It took me a while but I finally found someone that had solved this. I am linking the solution. However, typing in a password and following it up with the one-time-password (OTP) is *extremely* user unfriendly. Anything that is hard to do to make better security actually makes worse security. Instead my approach protects the private keys with a password, and you then only use the OTP as the user’s password each login.

So, here is the process. Assuming you have pivpn already installed and working with an OpenVPN configuration.

  1. Install google authenticator on the pi: sudo apt-get install libpam-google-authenticator
  2. Edit your openvpn server configuration: sudo nano /etc/openvpn/server.conf and add plugin /usr/lib/openvpn/openvpn-plugin-auth-pam.so openvpn (to use google authenticator) and reneg-sec 0 (to not reconnect every x minutes as the password changes every few seconds).
    • NOTE: This will make this server configuration only work with OTP. If you have accounts that will just be using passwords then you will need to have a separate server configuration and separate port for that. Info on how to do that is here.
  3. Create a pam.d openvpn profile: sudo cp /etc/pam.d/common-account /etc/pam.d/openvpn
  4. Edit it sudo nano /etc/pam.d/openvpn to add this line at the end: auth required pam_google_authenticator.so 
  5. Now run sudo service openvpn restart to reload the configuration change.

Now, create your user. For this to work you will use system accounts (accounts you use to log to your raspberry like ‘pi’). You can create as many account as you with the sudo adduser username command. The user’s password really doesn’t matter. Once you’ve created the user:

  1. login as the user on the raspberry pi: sudo su - username (replace username with the actual username)
  2. run the google-authenticator command and follow the instructions (save the barcode url for next step, or import it directly on the user’s device at that time)
  3. Type exit to get out of that user’s shell and return to your own. 
  4. Executing google-authenticator adds a file .google_authenticator in the user’s home directory. This file must have no rights except read for the user, so run sudo chmod 400 /home/username/.google_authenticator (change to the correct username)
  5. create a pivpn account with the exact same name as the user : pivpn -a Note: the username must be the same than the system account. (The original directions suggest doing this with no password; It is safer to use a password to protect the private key. The password used here will need to be communicated safely to the user)
  6. edit the freshly created username.ovpn file and add the lines auth-user-pass (to tell the client to request username and password on connection) and reneg-sec 0 (to not reconnect every x minutes as the password changes every few seconds)

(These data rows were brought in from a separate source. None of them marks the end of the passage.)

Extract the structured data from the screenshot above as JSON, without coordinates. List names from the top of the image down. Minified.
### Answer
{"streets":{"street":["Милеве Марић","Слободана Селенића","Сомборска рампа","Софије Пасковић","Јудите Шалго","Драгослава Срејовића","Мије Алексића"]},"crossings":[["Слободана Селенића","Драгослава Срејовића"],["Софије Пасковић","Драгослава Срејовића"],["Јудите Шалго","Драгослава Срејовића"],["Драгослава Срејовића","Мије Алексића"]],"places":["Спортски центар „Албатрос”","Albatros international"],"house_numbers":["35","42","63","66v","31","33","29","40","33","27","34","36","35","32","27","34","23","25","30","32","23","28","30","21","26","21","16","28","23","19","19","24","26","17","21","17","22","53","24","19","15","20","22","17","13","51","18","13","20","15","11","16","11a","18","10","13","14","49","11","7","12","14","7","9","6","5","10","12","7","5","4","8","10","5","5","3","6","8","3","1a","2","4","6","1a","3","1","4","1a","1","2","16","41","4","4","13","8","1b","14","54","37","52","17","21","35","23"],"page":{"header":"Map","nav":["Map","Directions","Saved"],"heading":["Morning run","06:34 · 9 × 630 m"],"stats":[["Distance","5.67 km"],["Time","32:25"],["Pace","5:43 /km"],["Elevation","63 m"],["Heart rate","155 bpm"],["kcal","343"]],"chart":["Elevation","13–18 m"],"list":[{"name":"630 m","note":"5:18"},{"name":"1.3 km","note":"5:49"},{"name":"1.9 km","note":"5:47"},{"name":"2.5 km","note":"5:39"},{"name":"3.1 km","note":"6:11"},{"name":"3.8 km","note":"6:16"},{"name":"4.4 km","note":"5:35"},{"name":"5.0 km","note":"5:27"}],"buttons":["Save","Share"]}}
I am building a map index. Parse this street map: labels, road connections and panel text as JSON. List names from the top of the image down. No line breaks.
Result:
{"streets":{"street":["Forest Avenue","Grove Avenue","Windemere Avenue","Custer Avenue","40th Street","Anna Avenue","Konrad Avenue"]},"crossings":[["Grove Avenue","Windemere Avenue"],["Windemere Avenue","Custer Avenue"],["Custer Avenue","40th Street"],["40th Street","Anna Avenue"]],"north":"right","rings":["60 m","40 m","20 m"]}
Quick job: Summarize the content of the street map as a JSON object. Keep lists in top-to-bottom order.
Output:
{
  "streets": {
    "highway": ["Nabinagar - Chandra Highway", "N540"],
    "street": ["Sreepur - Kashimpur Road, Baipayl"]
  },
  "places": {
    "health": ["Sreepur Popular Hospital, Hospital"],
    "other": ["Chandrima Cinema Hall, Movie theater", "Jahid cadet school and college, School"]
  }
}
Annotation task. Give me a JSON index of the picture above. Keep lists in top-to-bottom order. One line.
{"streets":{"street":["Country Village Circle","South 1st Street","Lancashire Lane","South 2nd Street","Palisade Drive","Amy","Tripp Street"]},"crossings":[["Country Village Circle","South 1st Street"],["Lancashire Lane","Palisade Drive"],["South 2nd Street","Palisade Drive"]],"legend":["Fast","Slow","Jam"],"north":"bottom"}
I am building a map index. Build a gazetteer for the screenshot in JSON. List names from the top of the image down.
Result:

Now, just install your .OVPN file on your client. (You can save the private key password if your client supports it, or require prompting for it every time.) Use the barcode URL generated earlier to show the QR Code for import into your authenticator app on your mobile device, and profit! 
Login with the same username and the OTP as the password. (The private key password being the one used when you created the account with the pivpn -a command.) You’re now using multifactor authentication!. Something you know (the private key password) and something you have (your authenticator app which is a one-time-password generator).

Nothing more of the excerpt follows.